▸ **WORK REQUIRED**
The answer must be a single number, namely how many lines in the entries below contain the string "stroke".

RECORDS FOR THE TASK: Begin

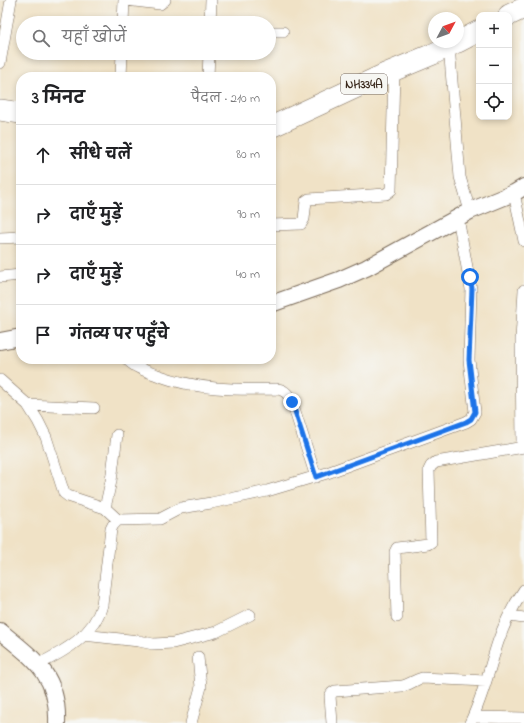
<!DOCTYPE html>
<html lang="hi">
<meta charset="utf-8">
<style>
body{margin:0;font-family:"Indie Flower","Playpen Sans Deva",sans-serif;background:#f6f6f6;color:#202124}
.controls{position:absolute;right:12px;top:12px;display:grid;overflow:hidden;border-radius:8px;box-shadow:0 2px 6px #0003}
.controls button{width:36px;height:36px;display:grid;place-items:center;padding:0;border:0;border-bottom:1px solid #e0e0e0;background:#fff;color:#202124;font:20px sans-serif}
.compass{position:absolute;left:428px;top:12px;width:36px;height:36px;border-radius:50%;background:#fff;box-shadow:0 2px 6px #0003;rotate:49deg}
.stop{position:absolute;width:12px;height:12px;margin:-9px;border:3px solid #1a73e8;border-radius:50%;background:#fff}
.stop.end{background:#1a73e8;border-color:#fff;box-shadow:0 1px 4px #0008}
.list{margin:0;padding:0;list-style:none}
h2{display:flex;justify-content:space-between;align-items:center;height:52px;margin:0;padding:0 16px;font-size:17px}
h2 small{font-size:13px;font-weight:400;color:#757577}
.list li{display:grid;grid-template-columns:26px 1fr auto;gap:12px;align-items:center;box-sizing:border-box;height:60px;padding:0 16px;border-top:1px solid #e0e0e0}
.list b{display:block;font-size:15px;white-space:nowrap}
.list em{font-size:13px;font-style:normal;color:#757577}
.icon{flex:none;width:22px;height:22px;fill:none;stroke:currentColor;stroke-width:2;stroke-linecap:round;stroke-linejoin:round}
.map{position:relative;flex:none;width:524px;height:723px;overflow:hidden}
.search{position:absolute;background:#fff;box-shadow:0 2px 6px #0003;left:16px;top:16px;width:260px;height:44px;display:flex;align-items:center;gap:10px;box-sizing:border-box;padding:0 14px;border-radius:22px;color:#757577;font-size:15px}
.panel{position:absolute;background:#fff;box-shadow:0 2px 6px #0003;left:16px;top:72px;width:260px;height:292px;border-radius:16px}
.map>svg:first-child{display:block}
.lines{fill:none;stroke-linecap:round;stroke-linejoin:round}
.street-casing{stroke:#7a6a59;stroke-width:12}
.secondary-casing{stroke:#7a6a59;stroke-width:18}
.highway-casing{stroke:#7a6a59;stroke-width:22}
.street{stroke:#fff;stroke-width:11}
.secondary{stroke:#fff;stroke-width:16}
.highway{stroke:#fff;stroke-width:21}
.route{stroke:#1a73e8;stroke-width:5}
.labels{text-anchor:middle;stroke-width:3;stroke-linejoin:round;paint-order:stroke}
.shield{fill:#f6f6f2;stroke:#73675e;stroke-width:1}
.shield-label{font-size:12px;font-weight:bold;fill:#3b2a1e}
</style>
<div class="map">
<svg width="524" height="723" viewBox="0 0 524 723">
<rect width="100%" height="100%" fill="#f6f6f2"/>
<filter id="ink" filterUnits="userSpaceOnUse"><feTurbulence type="fractalNoise" baseFrequency=".025" numOctaves="2"/><feDisplacementMap in="SourceGraphic" scale="8" xChannelSelector="R" yChannelSelector="G"/><feConvolveMatrix kernelMatrix="1 2 1 2 8 2 1 2 1" color-interpolation-filters="sRGB"/></filter>
<filter id="wash" filterUnits="userSpaceOnUse"><feTurbulence type="fractalNoise" baseFrequency=".012" numOctaves="4" result="noise"/><feDisplacementMap in="SourceGraphic" scale="16" xChannelSelector="R" yChannelSelector="G"/><feGaussianBlur stdDeviation="0.9" result="paint"/><feColorMatrix in="noise" values="0 0 0 0 0 0 0 0 0 0 0 0 0 0 0 0 0 1.4 0 .05"/><feComposite in="paint" operator="in"/></filter>
<g filter="url(#wash)">
<rect width="100%" height="100%" fill="#f0e2c6"/>
</g>
<g filter="url(#ink)">
<g class="lines">
<defs>
<path id="street" d="M 126,0 L 160,4 L 165,0
M 123,23 L 124,0
M 210,23 L 211,0
M 269,32 L 283,32
M 449,46 L 460,177 L 470,211
M 0,63 L 11,0
M 121,77 L 122,53
M 208,77 L 209,53
M 514,193 L 524,241
M 271,225 L 301,224 L 304,219 L 306,201 L 309,199 L 386,194 L 391,190 L 394,71
M 0,238 L 21,237
M 0,277 L 21,275
M 127,359 C 135,368 146,371 157,375 C 198,390 233,390 276,389 C 285,389 289,395 292,402 L 316,477
M 0,380 L 28,405 L 38,421 L 46,437 L 64,493 L 68,496 L 105,508 L 118,520
M 28,405 L 94,408
M 522,447 L 521,339 L 524,290
M 105,508 L 111,481 L 117,435
M 509,616 L 524,618
M 397,617 L 395,552 L 397,548 L 428,544 L 431,542 L 429,470 L 431,466 L 436,462 L 524,447
M 83,635 L 139,641 L 153,644 L 173,643 L 216,632 L 250,615
M 39,664 C 65,651 94,635 102,605 L 111,529 L 113,525 L 118,520 L 160,519 L 181,508 L 211,503 L 267,491 L 327,473 L 466,422 L 471,419 L 475,412 L 469,360 L 471,289 L 458,218
M 473,717 L 524,718
M 191,723 L 201,687 L 198,657
M 332,723 L 330,696 L 332,693 L 335,691 L 402,686 C 409,685 414,680 422,678 L 486,681
M 470,723 C 483,697 489,669 498,642 C 504,624 513,606 524,590"/>
<path id="secondary" d="M 271,304 L 339,280 L 366,268 L 470,211 L 514,193 L 524,187
M 0,341 L 21,337
M 0,631 C 33,658 59,675 57,723"/>
<path id="highway" d="M 509,15 L 524,8
M 458,42 L 479,31
M 0,110 L 21,113
M 271,127 L 385,74 L 433,54 L 457,42"/>
</defs>
<!-- street casing -->
<use href="#street" class="street-casing"/>
<!-- secondary casing -->
<use href="#secondary" class="secondary-casing"/>
<!-- highway casing -->
<use href="#highway" class="highway-casing"/>
<!-- street -->
<use href="#street" class="street"/>
<!-- secondary -->
<use href="#secondary" class="secondary"/>
<!-- highway -->
<use href="#highway" class="highway"/>
</g>
</g>
<g class="lines" filter="url(#ink)">
<!-- route -->
<path class="route" d="M 292,402 L 316,477 L 466,422 L 471,419 L 475,412 L 469,360 L 472,289 L 470,277"/>
</g>
<g class="labels">
<!-- shield labels -->
<rect class="shield" x="341" y="74" width="46" height="20" rx="3"/>
<g class="shield-label">
<text x="364" y="88">NH334A</text>
</g>
</g>
</svg>
<div class="controls">
<button>+</button>
<button>−</button>
<button><svg class="icon" aria-label="locate" viewBox="0 0 24 24"><circle cx="12" cy="12" r="6"/><path d="M12 2v4M12 18v4M2 12h4M18 12h4"/></svg></button>
</div>
<svg class="compass" viewBox="-18 -18 36 36"><path d="M0-13l5 13h-10z" fill="#e53935"/><path d="M0 13l5-13h-10z" fill="#757577"/></svg>
<div class="stop" style="left:470px;top:277px"></div>
<div class="stop end" style="left:292px;top:402px"></div>
<div class="search"><svg class="icon" aria-label="search" viewBox="0 0 24 24"><circle cx="10" cy="10" r="6"/><path d="M15 15l6 6"/></svg>यहाँ खोजें</div>
<section class="panel">
<h2>3 मिनट<small>पैदल · 210 m</small></h2>
<ul class="list">
<li><svg class="icon" aria-label="ahead" viewBox="0 0 24 24"><path d="M12 20V5M6 11l6-6 6 6"/></svg><div><b>सीधे चलें</b></div><em>80 m</em></li>
<li><svg class="icon" aria-label="right" viewBox="0 0 24 24"><path d="M7 20v-9h11M14 6l5 5-5 5"/></svg><div><b>दाएँ मुड़ें</b></div><em>90 m</em></li>
<li><svg class="icon" aria-label="right" viewBox="0 0 24 24"><path d="M7 20v-9h11M14 6l5 5-5 5"/></svg><div><b>दाएँ मुड़ें</b></div><em>40 m</em></li>
<li><svg class="icon" aria-label="arrive" viewBox="0 0 24 24"><path d="M6 21V4h12l-3 4 3 4H6"/></svg><div><b>गंतव्य पर पहुँचे</b></div></li>
</ul>
</section>
</div>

RECORDS FOR THE TASK: End

▸ **WORKED SOLUTION**
11